** Information provided follows **

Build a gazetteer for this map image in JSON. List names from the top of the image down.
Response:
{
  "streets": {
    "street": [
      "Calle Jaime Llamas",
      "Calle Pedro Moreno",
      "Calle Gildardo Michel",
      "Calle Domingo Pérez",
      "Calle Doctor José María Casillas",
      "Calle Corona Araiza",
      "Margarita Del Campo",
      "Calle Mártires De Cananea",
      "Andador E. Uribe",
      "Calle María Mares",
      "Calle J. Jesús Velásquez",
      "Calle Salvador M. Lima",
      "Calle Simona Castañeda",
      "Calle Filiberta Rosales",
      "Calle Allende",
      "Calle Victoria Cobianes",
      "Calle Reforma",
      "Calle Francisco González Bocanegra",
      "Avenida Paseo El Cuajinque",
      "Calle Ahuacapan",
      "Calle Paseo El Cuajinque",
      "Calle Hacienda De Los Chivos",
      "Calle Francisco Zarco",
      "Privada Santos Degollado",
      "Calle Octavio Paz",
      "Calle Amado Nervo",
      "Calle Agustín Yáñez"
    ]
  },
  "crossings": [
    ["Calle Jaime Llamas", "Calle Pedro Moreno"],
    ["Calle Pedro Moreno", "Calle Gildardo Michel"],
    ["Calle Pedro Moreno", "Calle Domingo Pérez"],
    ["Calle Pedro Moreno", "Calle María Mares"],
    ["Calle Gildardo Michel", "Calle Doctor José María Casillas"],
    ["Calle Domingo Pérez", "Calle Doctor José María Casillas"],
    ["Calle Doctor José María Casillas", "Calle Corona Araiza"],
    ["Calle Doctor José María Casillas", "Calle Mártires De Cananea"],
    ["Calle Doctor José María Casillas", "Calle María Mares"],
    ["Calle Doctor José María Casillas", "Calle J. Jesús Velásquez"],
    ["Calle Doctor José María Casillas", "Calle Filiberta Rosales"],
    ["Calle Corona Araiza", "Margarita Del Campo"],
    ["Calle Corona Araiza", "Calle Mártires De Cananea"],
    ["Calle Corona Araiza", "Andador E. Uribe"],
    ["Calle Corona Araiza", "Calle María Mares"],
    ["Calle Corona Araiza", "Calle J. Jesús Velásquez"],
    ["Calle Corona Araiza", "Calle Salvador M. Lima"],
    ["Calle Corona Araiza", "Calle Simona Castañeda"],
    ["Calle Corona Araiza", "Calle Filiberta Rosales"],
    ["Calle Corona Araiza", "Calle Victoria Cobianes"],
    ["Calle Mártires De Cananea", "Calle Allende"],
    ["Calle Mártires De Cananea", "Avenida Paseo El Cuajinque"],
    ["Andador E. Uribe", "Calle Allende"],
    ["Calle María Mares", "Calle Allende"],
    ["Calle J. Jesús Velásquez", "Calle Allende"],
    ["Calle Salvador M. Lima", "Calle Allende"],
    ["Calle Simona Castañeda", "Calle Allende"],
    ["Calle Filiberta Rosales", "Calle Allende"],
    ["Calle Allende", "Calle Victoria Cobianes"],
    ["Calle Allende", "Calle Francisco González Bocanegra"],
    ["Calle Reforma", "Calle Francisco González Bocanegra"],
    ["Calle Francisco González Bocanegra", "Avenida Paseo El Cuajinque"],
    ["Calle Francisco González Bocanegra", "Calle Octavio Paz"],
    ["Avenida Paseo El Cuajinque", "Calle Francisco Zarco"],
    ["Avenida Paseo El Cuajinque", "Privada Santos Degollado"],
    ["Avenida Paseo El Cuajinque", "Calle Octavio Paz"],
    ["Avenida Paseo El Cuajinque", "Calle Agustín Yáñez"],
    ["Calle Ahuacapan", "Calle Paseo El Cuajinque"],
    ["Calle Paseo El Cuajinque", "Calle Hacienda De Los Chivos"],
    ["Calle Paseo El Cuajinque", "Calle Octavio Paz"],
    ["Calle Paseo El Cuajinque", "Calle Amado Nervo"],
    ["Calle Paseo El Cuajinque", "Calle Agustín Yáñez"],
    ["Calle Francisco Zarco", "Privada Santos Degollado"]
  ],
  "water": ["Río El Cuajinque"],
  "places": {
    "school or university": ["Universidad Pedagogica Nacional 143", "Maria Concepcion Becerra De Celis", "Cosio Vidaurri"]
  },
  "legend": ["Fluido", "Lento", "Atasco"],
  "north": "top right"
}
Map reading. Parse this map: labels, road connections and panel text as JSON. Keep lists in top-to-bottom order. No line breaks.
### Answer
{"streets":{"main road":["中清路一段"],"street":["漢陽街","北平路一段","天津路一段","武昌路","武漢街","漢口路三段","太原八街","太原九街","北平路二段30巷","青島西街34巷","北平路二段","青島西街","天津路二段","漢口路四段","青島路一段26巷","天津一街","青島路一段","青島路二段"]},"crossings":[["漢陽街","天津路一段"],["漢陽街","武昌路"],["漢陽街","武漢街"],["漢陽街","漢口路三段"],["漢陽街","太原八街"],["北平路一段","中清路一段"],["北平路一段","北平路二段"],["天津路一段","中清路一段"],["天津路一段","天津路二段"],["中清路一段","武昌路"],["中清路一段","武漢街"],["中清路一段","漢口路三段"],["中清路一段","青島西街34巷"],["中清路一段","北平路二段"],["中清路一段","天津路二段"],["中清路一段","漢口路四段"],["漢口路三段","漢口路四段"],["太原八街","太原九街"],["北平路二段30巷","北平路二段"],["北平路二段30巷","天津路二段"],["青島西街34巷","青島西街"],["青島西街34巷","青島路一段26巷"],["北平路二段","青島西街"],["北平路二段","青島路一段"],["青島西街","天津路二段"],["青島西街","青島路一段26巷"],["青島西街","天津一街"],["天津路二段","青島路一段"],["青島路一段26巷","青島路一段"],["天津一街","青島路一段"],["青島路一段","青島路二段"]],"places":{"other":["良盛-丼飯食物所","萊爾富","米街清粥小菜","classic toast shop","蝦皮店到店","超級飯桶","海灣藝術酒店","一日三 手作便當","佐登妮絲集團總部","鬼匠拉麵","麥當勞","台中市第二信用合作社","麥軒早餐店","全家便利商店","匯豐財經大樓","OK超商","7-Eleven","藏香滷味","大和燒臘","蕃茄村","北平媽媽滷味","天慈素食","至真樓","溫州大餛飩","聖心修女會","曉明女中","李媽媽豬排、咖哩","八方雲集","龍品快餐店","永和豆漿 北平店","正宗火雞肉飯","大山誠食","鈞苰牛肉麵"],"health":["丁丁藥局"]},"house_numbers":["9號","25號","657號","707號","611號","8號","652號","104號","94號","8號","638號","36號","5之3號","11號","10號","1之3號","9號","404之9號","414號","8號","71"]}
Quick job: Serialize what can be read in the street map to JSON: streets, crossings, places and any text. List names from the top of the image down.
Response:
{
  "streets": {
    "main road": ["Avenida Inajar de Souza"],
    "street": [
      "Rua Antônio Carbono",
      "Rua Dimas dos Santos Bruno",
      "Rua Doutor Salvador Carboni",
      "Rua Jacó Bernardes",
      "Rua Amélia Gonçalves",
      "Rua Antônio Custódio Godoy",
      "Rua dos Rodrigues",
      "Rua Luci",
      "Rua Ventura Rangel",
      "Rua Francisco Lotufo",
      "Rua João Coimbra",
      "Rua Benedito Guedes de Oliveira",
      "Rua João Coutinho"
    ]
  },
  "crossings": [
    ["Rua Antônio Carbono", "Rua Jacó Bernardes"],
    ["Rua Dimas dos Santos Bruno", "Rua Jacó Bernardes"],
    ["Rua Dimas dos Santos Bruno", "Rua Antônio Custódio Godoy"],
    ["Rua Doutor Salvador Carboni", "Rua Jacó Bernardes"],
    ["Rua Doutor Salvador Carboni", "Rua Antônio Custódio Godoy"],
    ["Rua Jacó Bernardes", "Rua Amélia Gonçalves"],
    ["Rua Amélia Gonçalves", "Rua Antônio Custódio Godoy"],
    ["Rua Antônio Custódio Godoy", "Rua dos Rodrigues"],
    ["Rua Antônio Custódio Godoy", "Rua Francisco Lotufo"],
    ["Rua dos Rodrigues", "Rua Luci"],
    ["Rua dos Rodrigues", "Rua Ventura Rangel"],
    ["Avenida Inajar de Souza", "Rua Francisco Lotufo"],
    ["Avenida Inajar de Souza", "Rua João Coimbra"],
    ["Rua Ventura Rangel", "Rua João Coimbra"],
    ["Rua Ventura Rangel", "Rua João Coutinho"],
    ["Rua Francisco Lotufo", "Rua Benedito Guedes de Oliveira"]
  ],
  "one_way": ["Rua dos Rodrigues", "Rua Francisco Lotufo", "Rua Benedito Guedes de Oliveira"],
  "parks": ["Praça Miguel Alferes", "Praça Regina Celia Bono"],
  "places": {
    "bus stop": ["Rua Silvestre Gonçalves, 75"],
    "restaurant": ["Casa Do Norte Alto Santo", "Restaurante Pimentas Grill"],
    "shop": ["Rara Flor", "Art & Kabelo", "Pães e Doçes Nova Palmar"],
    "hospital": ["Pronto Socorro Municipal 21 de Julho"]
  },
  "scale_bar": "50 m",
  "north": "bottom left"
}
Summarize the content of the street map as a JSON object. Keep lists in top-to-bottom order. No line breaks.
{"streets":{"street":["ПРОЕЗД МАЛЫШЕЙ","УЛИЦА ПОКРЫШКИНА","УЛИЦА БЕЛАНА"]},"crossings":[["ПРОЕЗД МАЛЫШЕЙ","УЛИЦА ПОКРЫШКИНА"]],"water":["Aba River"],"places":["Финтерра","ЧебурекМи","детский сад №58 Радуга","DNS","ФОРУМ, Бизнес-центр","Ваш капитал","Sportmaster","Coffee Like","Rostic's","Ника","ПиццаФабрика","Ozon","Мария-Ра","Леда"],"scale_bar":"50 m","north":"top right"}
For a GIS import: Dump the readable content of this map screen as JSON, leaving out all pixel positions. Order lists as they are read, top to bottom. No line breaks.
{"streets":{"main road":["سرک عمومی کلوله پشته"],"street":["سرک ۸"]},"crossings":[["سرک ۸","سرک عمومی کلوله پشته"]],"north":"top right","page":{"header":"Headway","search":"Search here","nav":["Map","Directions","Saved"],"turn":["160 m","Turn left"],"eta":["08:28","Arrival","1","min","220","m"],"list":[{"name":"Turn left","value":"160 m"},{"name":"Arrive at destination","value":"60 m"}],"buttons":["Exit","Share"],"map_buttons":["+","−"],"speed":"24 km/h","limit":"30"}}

** End of Information provided **

* What the task asks *
Wherever a line contains the string "Coutinho", copy that line from the data.

* Answer area *
      "Rua João Coutinho"
    ["Rua Ventura Rangel", "Rua João Coutinho"],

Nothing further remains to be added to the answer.